Problem statement:
Would you write out the data below exactly, with every line intact?

Source material:

↓↓↓

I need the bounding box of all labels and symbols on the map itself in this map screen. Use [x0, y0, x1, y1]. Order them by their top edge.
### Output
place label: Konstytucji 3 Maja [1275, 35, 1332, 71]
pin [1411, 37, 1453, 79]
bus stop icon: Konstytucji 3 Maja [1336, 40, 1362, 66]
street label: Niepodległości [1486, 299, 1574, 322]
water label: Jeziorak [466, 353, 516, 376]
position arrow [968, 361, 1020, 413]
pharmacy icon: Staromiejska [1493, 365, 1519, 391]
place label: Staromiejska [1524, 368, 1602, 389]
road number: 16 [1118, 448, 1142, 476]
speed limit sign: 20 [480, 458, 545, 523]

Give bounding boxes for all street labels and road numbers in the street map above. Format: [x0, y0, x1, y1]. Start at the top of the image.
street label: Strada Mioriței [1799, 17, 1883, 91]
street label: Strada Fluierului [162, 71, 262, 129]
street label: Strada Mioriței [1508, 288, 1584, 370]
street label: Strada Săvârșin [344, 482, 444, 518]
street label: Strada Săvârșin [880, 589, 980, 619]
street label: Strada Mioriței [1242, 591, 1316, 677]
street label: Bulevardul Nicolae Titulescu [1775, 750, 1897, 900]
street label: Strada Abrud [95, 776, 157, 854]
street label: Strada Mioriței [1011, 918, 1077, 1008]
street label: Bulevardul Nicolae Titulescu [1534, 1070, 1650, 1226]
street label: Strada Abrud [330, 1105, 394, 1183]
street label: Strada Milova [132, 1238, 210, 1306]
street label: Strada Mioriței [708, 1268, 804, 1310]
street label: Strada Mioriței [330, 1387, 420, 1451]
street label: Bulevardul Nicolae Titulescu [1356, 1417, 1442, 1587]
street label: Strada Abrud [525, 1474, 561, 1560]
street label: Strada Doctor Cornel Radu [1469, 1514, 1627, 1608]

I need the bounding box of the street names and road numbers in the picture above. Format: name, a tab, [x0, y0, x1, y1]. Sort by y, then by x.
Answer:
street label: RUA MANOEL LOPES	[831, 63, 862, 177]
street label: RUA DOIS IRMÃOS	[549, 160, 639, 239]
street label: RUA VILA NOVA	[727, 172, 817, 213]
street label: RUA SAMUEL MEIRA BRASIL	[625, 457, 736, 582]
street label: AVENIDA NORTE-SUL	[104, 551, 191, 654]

↑↑↑

Answer to the problem:
I need the bounding box of all labels and symbols on the map itself in this map screen. Use [x0, y0, x1, y1]. Order them by their top edge.
### Output
place label: Konstytucji 3 Maja [1275, 35, 1332, 71]
pin [1411, 37, 1453, 79]
bus stop icon: Konstytucji 3 Maja [1336, 40, 1362, 66]
street label: Niepodległości [1486, 299, 1574, 322]
water label: Jeziorak [466, 353, 516, 376]
position arrow [968, 361, 1020, 413]
pharmacy icon: Staromiejska [1493, 365, 1519, 391]
place label: Staromiejska [1524, 368, 1602, 389]
road number: 16 [1118, 448, 1142, 476]
speed limit sign: 20 [480, 458, 545, 523]

Give bounding boxes for all street labels and road numbers in the street map above. Format: [x0, y0, x1, y1]. Start at the top of the image.
street label: Strada Mioriței [1799, 17, 1883, 91]
street label: Strada Fluierului [162, 71, 262, 129]
street label: Strada Mioriței [1508, 288, 1584, 370]
street label: Strada Săvârșin [344, 482, 444, 518]
street label: Strada Săvârșin [880, 589, 980, 619]
street label: Strada Mioriței [1242, 591, 1316, 677]
street label: Bulevardul Nicolae Titulescu [1775, 750, 1897, 900]
street label: Strada Abrud [95, 776, 157, 854]
street label: Strada Mioriței [1011, 918, 1077, 1008]
street label: Bulevardul Nicolae Titulescu [1534, 1070, 1650, 1226]
street label: Strada Abrud [330, 1105, 394, 1183]
street label: Strada Milova [132, 1238, 210, 1306]
street label: Strada Mioriței [708, 1268, 804, 1310]
street label: Strada Mioriței [330, 1387, 420, 1451]
street label: Bulevardul Nicolae Titulescu [1356, 1417, 1442, 1587]
street label: Strada Abrud [525, 1474, 561, 1560]
street label: Strada Doctor Cornel Radu [1469, 1514, 1627, 1608]

I need the bounding box of the street names and road numbers in the picture above. Format: name, a tab, [x0, y0, x1, y1]. Sort by y, then by x.
Answer:
street label: RUA MANOEL LOPES	[831, 63, 862, 177]
street label: RUA DOIS IRMÃOS	[549, 160, 639, 239]
street label: RUA VILA NOVA	[727, 172, 817, 213]
street label: RUA SAMUEL MEIRA BRASIL	[625, 457, 736, 582]
street label: AVENIDA NORTE-SUL	[104, 551, 191, 654]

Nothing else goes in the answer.